> **WHAT YOU HAVE TO DO**:
Give the whole listing below once more, exactly, without pictures.

> **SUPPLIED DATA**:
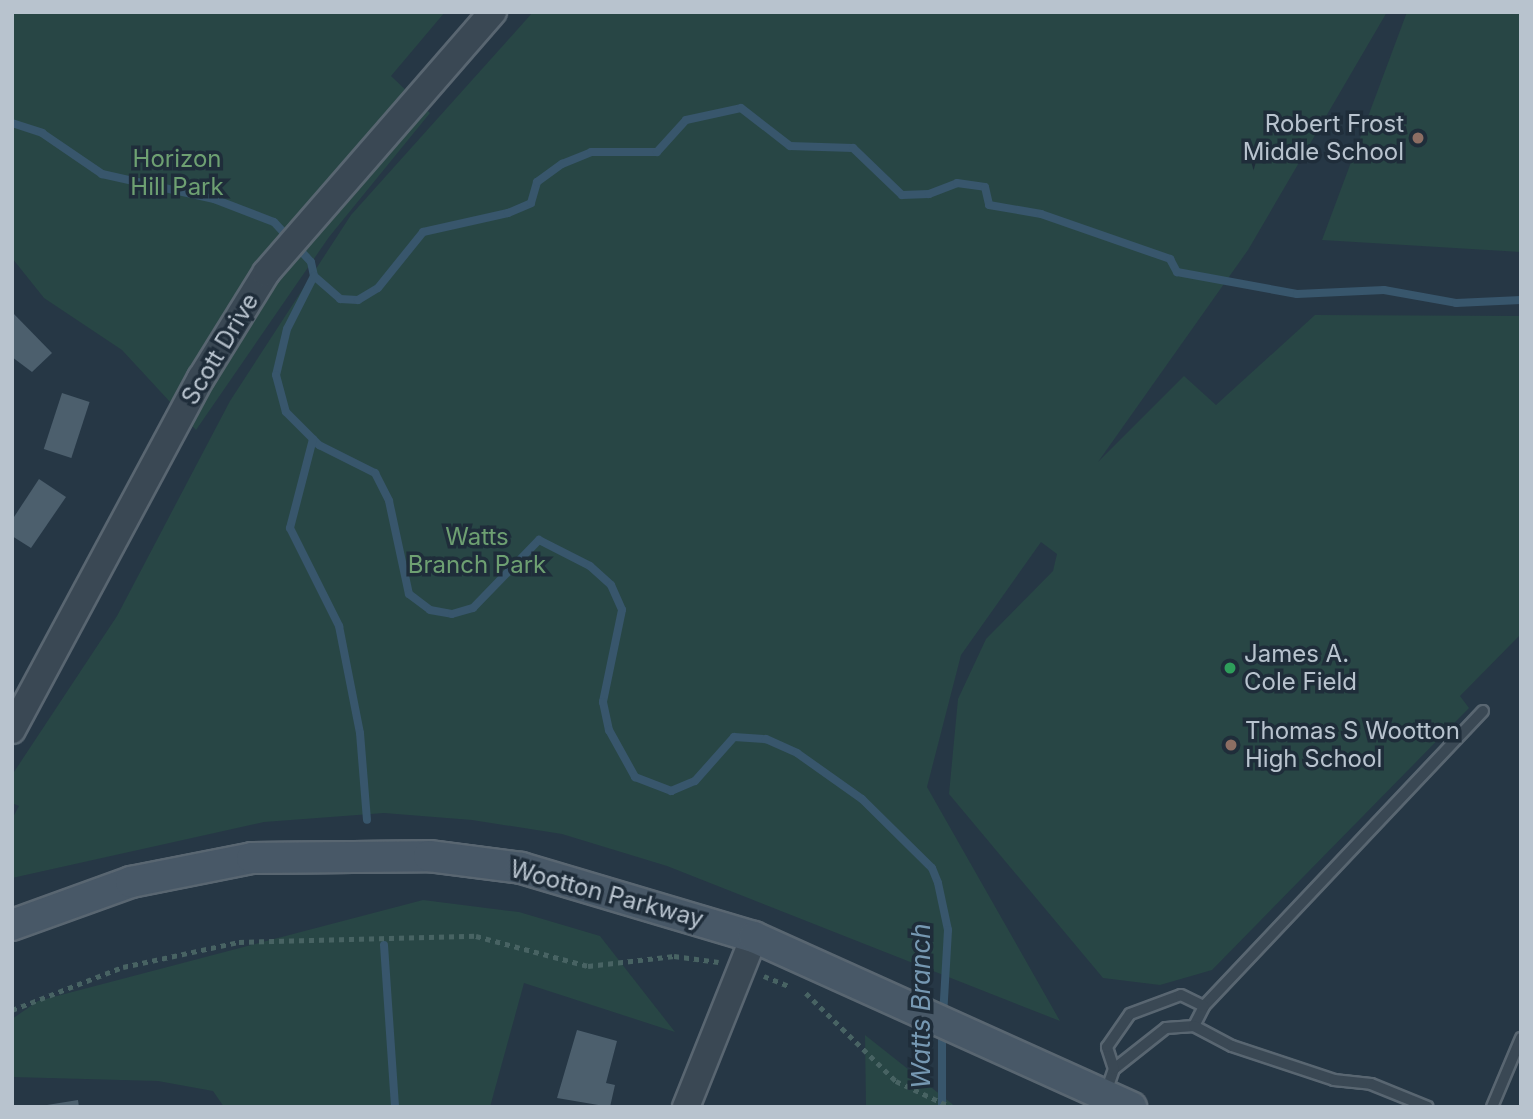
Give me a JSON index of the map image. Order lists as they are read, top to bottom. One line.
{"streets":{"main road":["Wootton Parkway"],"street":["Scott Drive"]},"water":["Watts Branch"],"parks":["Horizon Hill Park","Watts Branch Park"],"places":["Robert Frost Middle School","James A. Cole Field","Thomas S Wootton High School"]}
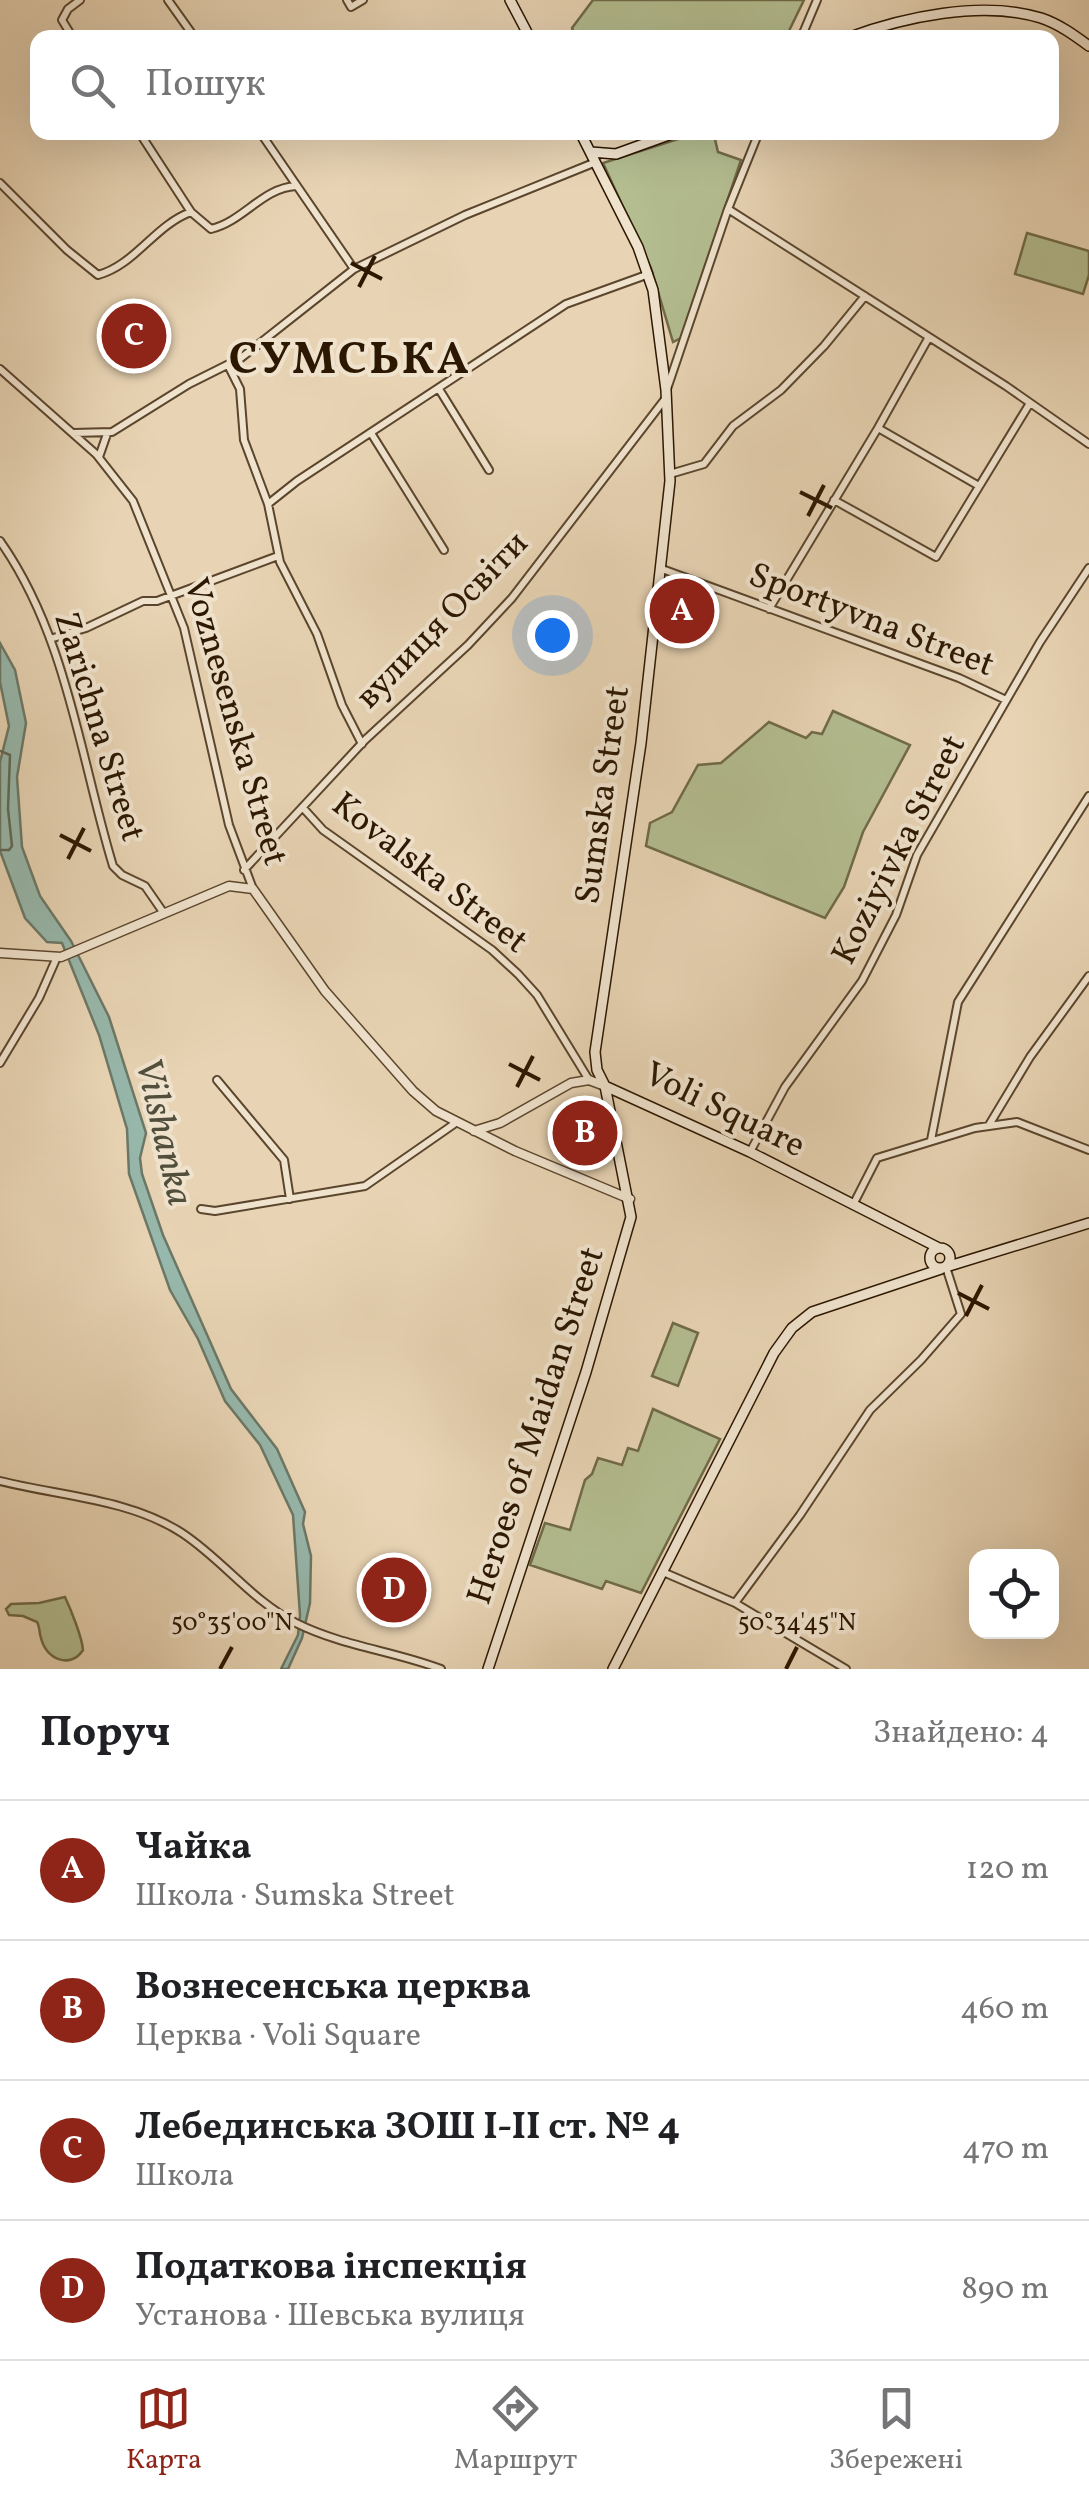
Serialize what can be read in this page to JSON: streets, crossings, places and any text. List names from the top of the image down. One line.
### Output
{"streets":{"main road":["Sumska Street","Voli Square","Heroes of Maidan Street"],"street":["вулиця Освіти","Sportyvna Street","Voznesenska Street","Zarichna Street","Koziyivka Street","Kovalska Street"]},"crossings":[["вулиця Освіти","Voznesenska Street"],["вулиця Освіти","Sumska Street"],["вулиця Освіти","Kovalska Street"],["Sportyvna Street","Sumska Street"],["Sportyvna Street","Koziyivka Street"],["Voznesenska Street","Voli Square"],["Voznesenska Street","Heroes of Maidan Street"],["Sumska Street","Voli Square"],["Koziyivka Street","Voli Square"],["Voli Square","Heroes of Maidan Street"]],"districts":["СУМСЬКА"],"water":["Vilshanka"],"page":{"search":"Пошук","pins":["C","A","B","D"],"heading":["Поруч","Знайдено: 4"],"list":[{"mark":"A","name":"Чайка","note":"Школа · Sumska Street","value":"120 m"},{"mark":"B","name":"Вознесенська церква","note":"Церква · Voli Square","value":"460 m"},{"mark":"C","name":"Лебединська ЗОШ І-ІІ ст. № 4","note":"Школа","value":"470 m"},{"mark":"D","name":"Податкова інспекція","note":"Установа · Шевська вулиця","value":"890 m"}],"nav":["Карта","Маршрут","Збережені"]},"coordinates":["50°35'00\"N","50°34'45\"N"]}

> **EXERCISE ANSWER**:
Give me a JSON index of the map image. Order lists as they are read, top to bottom. One line.
{"streets":{"main road":["Wootton Parkway"],"street":["Scott Drive"]},"water":["Watts Branch"],"parks":["Horizon Hill Park","Watts Branch Park"],"places":["Robert Frost Middle School","James A. Cole Field","Thomas S Wootton High School"]}
Serialize what can be read in this page to JSON: streets, crossings, places and any text. List names from the top of the image down. One line.
### Output
{"streets":{"main road":["Sumska Street","Voli Square","Heroes of Maidan Street"],"street":["вулиця Освіти","Sportyvna Street","Voznesenska Street","Zarichna Street","Koziyivka Street","Kovalska Street"]},"crossings":[["вулиця Освіти","Voznesenska Street"],["вулиця Освіти","Sumska Street"],["вулиця Освіти","Kovalska Street"],["Sportyvna Street","Sumska Street"],["Sportyvna Street","Koziyivka Street"],["Voznesenska Street","Voli Square"],["Voznesenska Street","Heroes of Maidan Street"],["Sumska Street","Voli Square"],["Koziyivka Street","Voli Square"],["Voli Square","Heroes of Maidan Street"]],"districts":["СУМСЬКА"],"water":["Vilshanka"],"page":{"search":"Пошук","pins":["C","A","B","D"],"heading":["Поруч","Знайдено: 4"],"list":[{"mark":"A","name":"Чайка","note":"Школа · Sumska Street","value":"120 m"},{"mark":"B","name":"Вознесенська церква","note":"Церква · Voli Square","value":"460 m"},{"mark":"C","name":"Лебединська ЗОШ І-ІІ ст. № 4","note":"Школа","value":"470 m"},{"mark":"D","name":"Податкова інспекція","note":"Установа · Шевська вулиця","value":"890 m"}],"nav":["Карта","Маршрут","Збережені"]},"coordinates":["50°35'00\"N","50°34'45\"N"]}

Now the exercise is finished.